Post-processing and guardrails

After the LLM generates a response, it is often necessary to apply post-processing techniques or guardrails to ensure that the output meets the desired format, style, and content requirements. This final step (or multiple steps) in the chain can help maintain consistency and quality across the generated responses. If you are implementing post-processing and guardrails, consider some of the following:

  1. Enforcing output format

    • Depending on your use case, you may require the generated responses to adhere to a specific format, such as a structured template or a particular file type (such as JSON, HTML, Markdown, and so on).

    • If structured output is required, libraries such as Instructor or Outlines provide good starting points to implement this kind of validation step.

    • When developing, take time to ensure that the post-processing step is flexible enough to handle variations in the generated responses while maintaining the required format.

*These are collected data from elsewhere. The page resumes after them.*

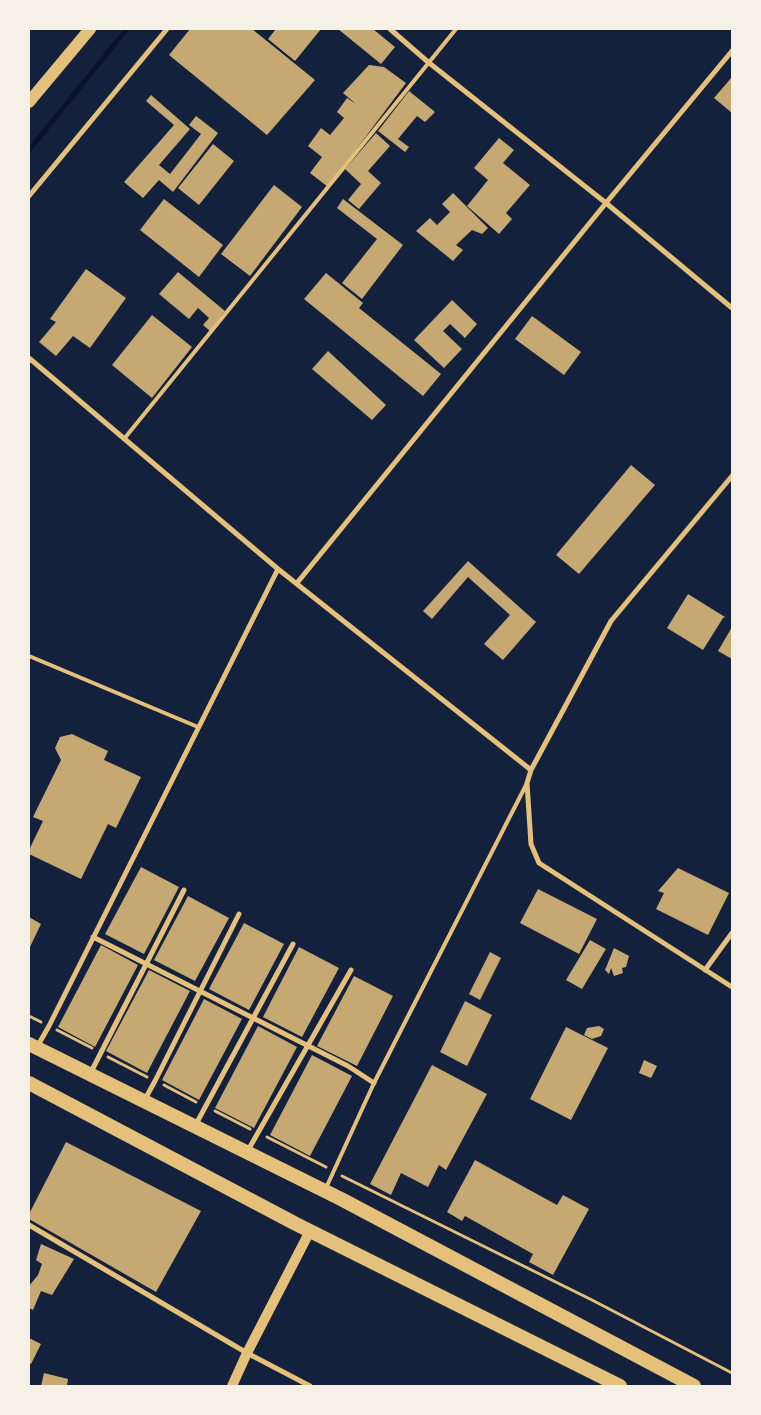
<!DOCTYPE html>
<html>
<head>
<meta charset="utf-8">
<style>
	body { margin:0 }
	#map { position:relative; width:761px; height:1415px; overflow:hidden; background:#14213d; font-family:Helvetica,sans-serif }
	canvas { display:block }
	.frame { position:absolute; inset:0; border:30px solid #f6f1e7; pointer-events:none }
</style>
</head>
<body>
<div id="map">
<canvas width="761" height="1415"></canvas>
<div class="frame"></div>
</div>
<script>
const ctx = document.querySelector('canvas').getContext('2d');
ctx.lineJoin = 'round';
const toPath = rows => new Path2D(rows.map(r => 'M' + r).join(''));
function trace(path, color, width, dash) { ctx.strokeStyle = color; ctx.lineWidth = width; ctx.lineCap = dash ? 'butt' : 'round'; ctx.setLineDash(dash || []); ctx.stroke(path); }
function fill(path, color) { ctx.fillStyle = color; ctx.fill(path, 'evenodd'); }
trace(toPath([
	[29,150,127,29]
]), '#0b132b', 5);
fill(toPath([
	[190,29,252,29,315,80,267,135,169,55],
	[276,29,321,29,295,61,268,39],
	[338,29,373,29,395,47,381,64],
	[369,65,384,67,406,83,328,187,310,173,322,157,308,146,321,128,330,135,344,118,337,112,347,98,356,104,343,93],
	[732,77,732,113,714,98],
	[409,91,435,112,425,122,417,116,398,139,409,147,405,152,378,131],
	[151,95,190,129,159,165,170,174,201,134,189,125,196,116,218,133,173,192,159,180,143,198,124,182,174,125,146,101],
	[376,133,390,146,368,171,381,183,359,209,348,200,361,184,345,169],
	[499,138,514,150,503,163,530,185,506,213,512,219,499,234,467,206,488,180,474,168],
	[213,144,234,161,199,205,178,188],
	[274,185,302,207,250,276,221,254],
	[453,193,488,228,482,234,472,230,456,245,463,250,453,261,416,231,430,218,437,225,450,212,442,204],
	[164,199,223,245,199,277,140,230],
	[343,199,403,245,362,299,342,283,377,239,337,208],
	[86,269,126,298,90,348,73,336,56,356,39,342,56,322,50,319],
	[178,272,225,311,210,331,203,325,209,318,198,308,189,319,159,294],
	[326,273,363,303,359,308,441,374,423,396,304,299],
	[452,300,477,324,465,338,450,324,443,331,462,349,444,368,414,340],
	[152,315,192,347,152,398,112,365],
	[532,316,581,352,564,375,515,339],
	[328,351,386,405,372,420,312,369],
	[631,465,655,485,579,574,556,555],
	[468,561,536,622,503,660,484,644,510,615,468,577,432,619,423,611],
	[688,594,725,617,723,618,703,650,667,628],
	[732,627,732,659,718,651],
	[72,734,108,751,104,760,141,777,116,828,108,824,81,879,29,854,29,850,43,821,33,817,61,760,55,748,60,737],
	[141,867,179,887,144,954,105,934],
	[678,868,729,893,708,935,656,909,664,893,658,891],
	[538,889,597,919,579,954,520,923],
	[188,896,229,918,195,981,154,960],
	[29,917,41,924,29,949],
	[244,923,284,944,249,1010,209,989],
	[590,940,606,949,582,989,566,980],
	[101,945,138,965,95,1047,58,1027],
	[299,947,339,968,302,1037,263,1017],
	[614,948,629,956,626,967,622,968,623,973,614,976,611,968,609,974,605,970],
	[490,952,501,958,480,1000,469,994],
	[149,970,190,991,147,1073,106,1051],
	[354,976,393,996,357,1066,317,1046],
	[204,999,242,1019,199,1100,162,1080],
	[465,1001,492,1015,467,1066,440,1052],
	[258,1026,297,1047,254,1128,215,1108],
	[599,1026,604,1029,601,1036,592,1039,584,1035,587,1028],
	[566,1027,608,1048,571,1120,530,1099],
	[312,1055,352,1076,310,1156,270,1135],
	[644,1060,657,1066,651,1078,639,1073],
	[432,1065,487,1094,446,1170,439,1165,428,1187,401,1173,391,1195,370,1184],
	[66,1142,201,1211,156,1292,29,1219,29,1214],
	[475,1160,557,1205,563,1195,589,1209,553,1275,529,1262,533,1254,465,1216,462,1221,447,1212],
	[41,1244,74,1259,52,1295,41,1291,33,1310,29,1308,29,1286,38,1275,42,1264,36,1260],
	[29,1338,41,1344,31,1364,29,1363],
	[44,1373,68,1379,67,1386,41,1386]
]), '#c6a872');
trace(toPath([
	[29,1016,41,1022],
	[57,1030,92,1048],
	[108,1057,147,1077],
	[164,1085,196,1102],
	[215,1111,250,1129],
	[267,1137,326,1167],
	[342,1176,592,1300,732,1373]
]), '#e5c07b', 3);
trace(toPath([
	[124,439,456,29],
	[29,656,198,727],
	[326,1188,374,1083,526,785]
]), '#e5c07b', 4);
trace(toPath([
	[390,29,428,62,606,203,732,308],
	[29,196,167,29],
	[29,358,278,569,531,770],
	[732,476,611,621,531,770,527,783,531,844,539,863,732,987],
	[297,583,606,203,732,51],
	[93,937,348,1066,374,1083],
	[705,970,732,933],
	[37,1047,49,1026,278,569],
	[90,1074,184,890],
	[144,1101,155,1081,239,914],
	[195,1126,293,944],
	[247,1152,351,970],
	[29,1225,247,1353,310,1386]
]), '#e5c07b', 5);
trace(toPath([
	[232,1386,247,1353,310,1231]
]), '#e5c07b', 10);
trace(toPath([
	[29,102,90,29]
]), '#e5c07b', 12);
trace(toPath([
	[29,1044,341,1199,694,1386],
	[29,1083,296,1224,620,1386]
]), '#e5c07b', 14);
</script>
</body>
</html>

  2. Maintaining style consistency

    • If your RAG application has specific style guidelines or tone requirements (e.g., formal vs. casual, concise vs. detailed), a post-processing step can both check and enforce these style attributes across generated responses.

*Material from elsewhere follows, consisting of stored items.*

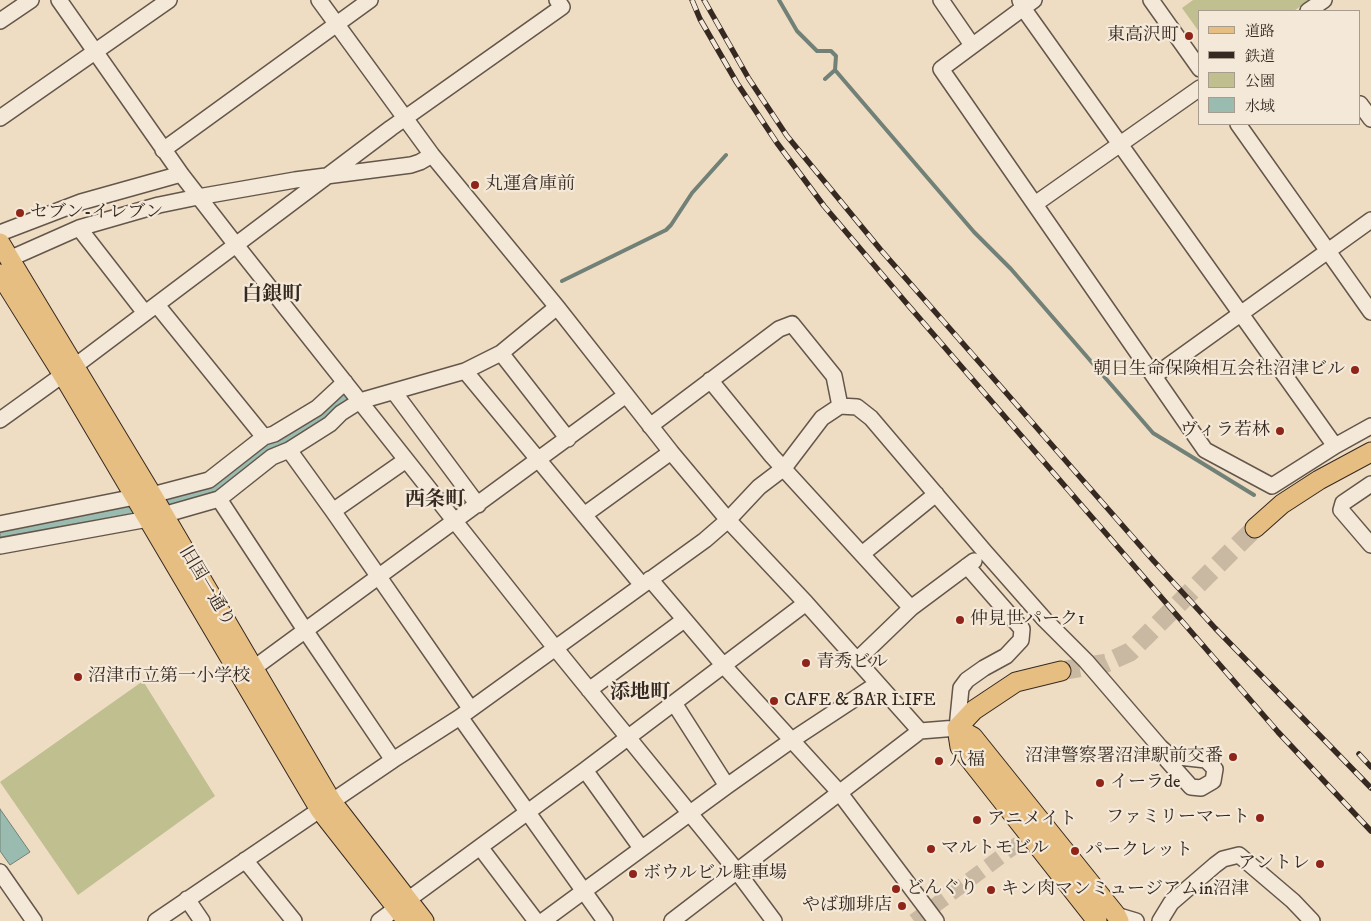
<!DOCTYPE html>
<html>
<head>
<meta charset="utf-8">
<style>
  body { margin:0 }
  #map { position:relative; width:1371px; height:921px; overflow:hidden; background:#eeddc3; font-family:"IM FELL DW Pica","Noto Serif JP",serif }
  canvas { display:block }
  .legend { position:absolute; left:1198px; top:10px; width:162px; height:115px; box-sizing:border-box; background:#f4e9d8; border:1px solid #a89c8f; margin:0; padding:6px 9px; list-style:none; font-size:15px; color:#362921 }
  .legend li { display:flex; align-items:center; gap:10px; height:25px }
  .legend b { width:25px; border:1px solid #a89c8f }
</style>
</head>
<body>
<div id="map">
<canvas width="1371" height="921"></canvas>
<ul class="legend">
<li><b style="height:6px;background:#e7be82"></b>道路</li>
<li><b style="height:6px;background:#362921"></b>鉄道</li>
<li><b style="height:14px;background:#bfbf90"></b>公園</li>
<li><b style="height:14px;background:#9abcb0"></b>水域</li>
</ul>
</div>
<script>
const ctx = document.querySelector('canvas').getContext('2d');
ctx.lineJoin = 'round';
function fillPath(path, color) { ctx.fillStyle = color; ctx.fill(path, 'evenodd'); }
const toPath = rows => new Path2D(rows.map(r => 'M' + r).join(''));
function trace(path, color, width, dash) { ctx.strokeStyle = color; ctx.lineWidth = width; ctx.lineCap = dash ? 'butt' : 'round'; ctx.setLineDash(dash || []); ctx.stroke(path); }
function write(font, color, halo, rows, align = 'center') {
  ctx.font = font + ' "IM FELL DW Pica","Noto Serif JP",serif'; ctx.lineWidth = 4.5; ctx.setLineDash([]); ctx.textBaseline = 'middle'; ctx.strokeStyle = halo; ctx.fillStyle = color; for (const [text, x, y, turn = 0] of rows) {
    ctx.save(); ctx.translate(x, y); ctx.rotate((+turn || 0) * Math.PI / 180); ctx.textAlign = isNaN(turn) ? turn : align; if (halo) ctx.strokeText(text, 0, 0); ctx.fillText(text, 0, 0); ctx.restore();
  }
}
const green = toPath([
  [1193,0,1309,0,1294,11,1200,11,1200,33,1182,8],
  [143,681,215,796,78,895,0,782]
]);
const water = toPath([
  [342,390,349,397,337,409,328,422,214,495,127,516,0,541,0,531,173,495,256,450,342,390],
  [0,809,30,852,10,865,0,851,0,809]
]);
const stream = toPath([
  [779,0,797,31,817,51,831,51,836,56,835,70,825,79],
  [835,70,974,232,1011,269,1153,433,1254,495],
  [562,281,666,230,671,225,692,193,726,155]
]);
const minorTunnel = toPath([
  [914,921,1022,841]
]);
const majorTunnel = toPath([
  [1061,671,1106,663,1130,652,1255,528]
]);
const minor = toPath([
  [59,0,181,174,236,245,556,649,736,870,774,921],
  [319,0,432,155,557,307,671,452,728,520,806,603,920,731,957,728,961,688,967,680,984,668,1006,656,1021,640,1022,629,967,566],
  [941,0,972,45],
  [1020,0,1023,8,1335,446],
  [1034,0,941,69,1205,450,1272,486,1335,446,1371,426],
  [1151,0,1200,69],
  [1308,11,1324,0],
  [0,21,31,0],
  [1360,104,1371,119],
  [0,118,169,0],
  [1238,124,1371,312],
  [163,150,370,0],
  [1035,204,1200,88],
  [79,228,145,313],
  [0,233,81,202,181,174],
  [9,259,79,228,159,205,198,197,295,180,411,165,420,162,432,155],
  [157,305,264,437],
  [501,353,568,439],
  [465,371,642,585],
  [1154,376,1371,220],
  [710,380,772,456,911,608,857,660],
  [394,392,478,505],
  [0,420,75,366,391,128,562,7,557,0],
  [650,426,779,329,792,324,834,376,840,406],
  [289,450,333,511,470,708],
  [1371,484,1343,503,1341,510,1371,545],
  [152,495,209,480,264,437,274,434,317,408,345,382],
  [219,499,305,630,393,760],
  [333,511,406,460],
  [163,515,219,499,272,457,289,450,330,424,341,413,360,401,465,371,501,353,557,307],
  [584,515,671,452],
  [0,524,135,497],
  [0,546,148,519],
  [862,554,936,494],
  [650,579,724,666,839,792,936,921],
  [911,608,974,561],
  [254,668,626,395],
  [589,690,684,620],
  [674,703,727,786],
  [460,717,605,921],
  [1160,747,1170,756,1206,760,1215,769,1213,781,1201,788,1191,787,1167,760,1160,747],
  [585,770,641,848],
  [480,847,536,921],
  [245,860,294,921],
  [0,872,34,921],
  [187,899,202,921],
  [1116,915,1136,921],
  [156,921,393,760,460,717,705,540,728,520,759,487,784,468,822,418,840,406,857,407,871,418,985,552,1045,620,1086,661,1160,747],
  [379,921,585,770,806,603],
  [543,921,727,786,792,740,877,684],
  [672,921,920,731],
  [1160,921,1171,903,1215,865,1223,859,1239,855,1293,901,1312,921]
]);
const major = toPath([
  [0,243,152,495,332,802,424,921],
  [0,274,63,375,320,810,407,921],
  [1255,528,1282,504,1319,480,1371,452],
  [957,728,973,737,1116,915,1119,921],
  [957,728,960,747,1097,921],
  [957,728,974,710,1016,682,1061,671]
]);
const rail = toPath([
  [692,0,700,19,737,83,777,143,824,206,908,305,1278,732,1371,831],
  [704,0,749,79,787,136,880,249,1151,558,1215,628,1371,788],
  [1359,754,1371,767]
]);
const markers = [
  [1189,36,5,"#8f2418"],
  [475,185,5,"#8f2418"],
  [20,213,5,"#8f2418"],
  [1355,370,5,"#8f2418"],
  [1280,431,5,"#8f2418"],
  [960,620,5,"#8f2418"],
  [806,663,5,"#8f2418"],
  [78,677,5,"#8f2418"],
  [774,701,5,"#8f2418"],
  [1233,757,5,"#8f2418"],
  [939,761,5,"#8f2418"],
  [1100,783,5,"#8f2418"],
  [1260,818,5,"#8f2418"],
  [977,820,5,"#8f2418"],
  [931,849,5,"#8f2418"],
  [1075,851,5,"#8f2418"],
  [1320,864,5,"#8f2418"],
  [633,874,5,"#8f2418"],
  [896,889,5,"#8f2418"],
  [991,890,5,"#8f2418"],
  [902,906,5,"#8f2418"]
];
const poiNames = [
  ["東高沢町",1179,36,"right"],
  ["丸運倉庫前",485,185],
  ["セブン-イレブン",30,213],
  ["朝日生命保険相互会社沼津ビル",1345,370,"right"],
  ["ヴィラ若林",1270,431,"right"],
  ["仲見世パーク1",970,620],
  ["青秀ビル",816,663],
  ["沼津市立第一小学校",88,677],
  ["CAFE & BAR LIFE",784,701],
  ["沼津警察署沼津駅前交番",1223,757,"right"],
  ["八福",949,761],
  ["イーラde",1110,783],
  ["ファミリーマート",1250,818,"right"],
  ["アニメイト",987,820],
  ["マルトモビル",941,849],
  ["パークレット",1085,851],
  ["アントレ",1310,864,"right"],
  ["ボウルビル駐車場",643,874],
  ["どんぐり",906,889],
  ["キン肉マンミュージアムin沼津",1001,890],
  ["やば珈琲店",892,906,"right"]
];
const streetNames = [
  ["旧国一通り",206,587,59]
];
const quarterNames = [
  ["白銀町",272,296],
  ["西条町",435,501],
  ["添地町",640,694]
];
fillPath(green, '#bfbf90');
fillPath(water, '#9abcb0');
trace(water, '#728177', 1);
trace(stream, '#728177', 4);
trace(minorTunnel, '#c9b9a3', 15, [15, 8]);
trace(majorTunnel, '#c9b9a3', 19, [19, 9]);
trace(minor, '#64564a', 18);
trace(major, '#362921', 21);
trace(minor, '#f4e9d8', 15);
trace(major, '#e7be82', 19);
trace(rail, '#362921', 5.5);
trace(rail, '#f4e9d8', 4, [11]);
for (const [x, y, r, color] of markers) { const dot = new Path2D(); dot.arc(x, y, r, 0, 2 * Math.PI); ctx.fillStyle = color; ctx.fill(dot); trace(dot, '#f4e9d8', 2); }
write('18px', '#362921', '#f4e9d8', poiNames, 'left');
write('18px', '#362921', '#f4e9d8', streetNames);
write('bold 20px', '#362921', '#f4e9d8', quarterNames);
</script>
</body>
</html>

  3. Content filters and safety guardrails

    • Depending on the nature of your RAG application and the potential risks associated with generated content, it may be important to implement content filters or safety guardrails to prevent the output of inappropriate, offensive, or harmful information.

    • Consider using models like Llama Guard or APIs specifically designed for content moderation and safety, such as OpenAI’s moderation API, to implement safety guardrails.

  4. Handling hallucinations

    • Defending against hallucinations can also be implemented as a post-processing step. This may involve cross-referencing the generated output with retrieved documents, or using additional LLMs to validate the factual accuracy of the response.

    • Develop fallback mechanisms to handle cases where the generated response fails to meet the factual accuracy requirements, such as generating alternative responses or providing disclaimers to the user.

  5. Error handling

    • With any post-processing steps, implement mechanisms to gracefully deal with cases where the step encounters an issue or fails to generate a satisfactory response. This could involve generating a default response, or escalating the issue to a human operator for manual review.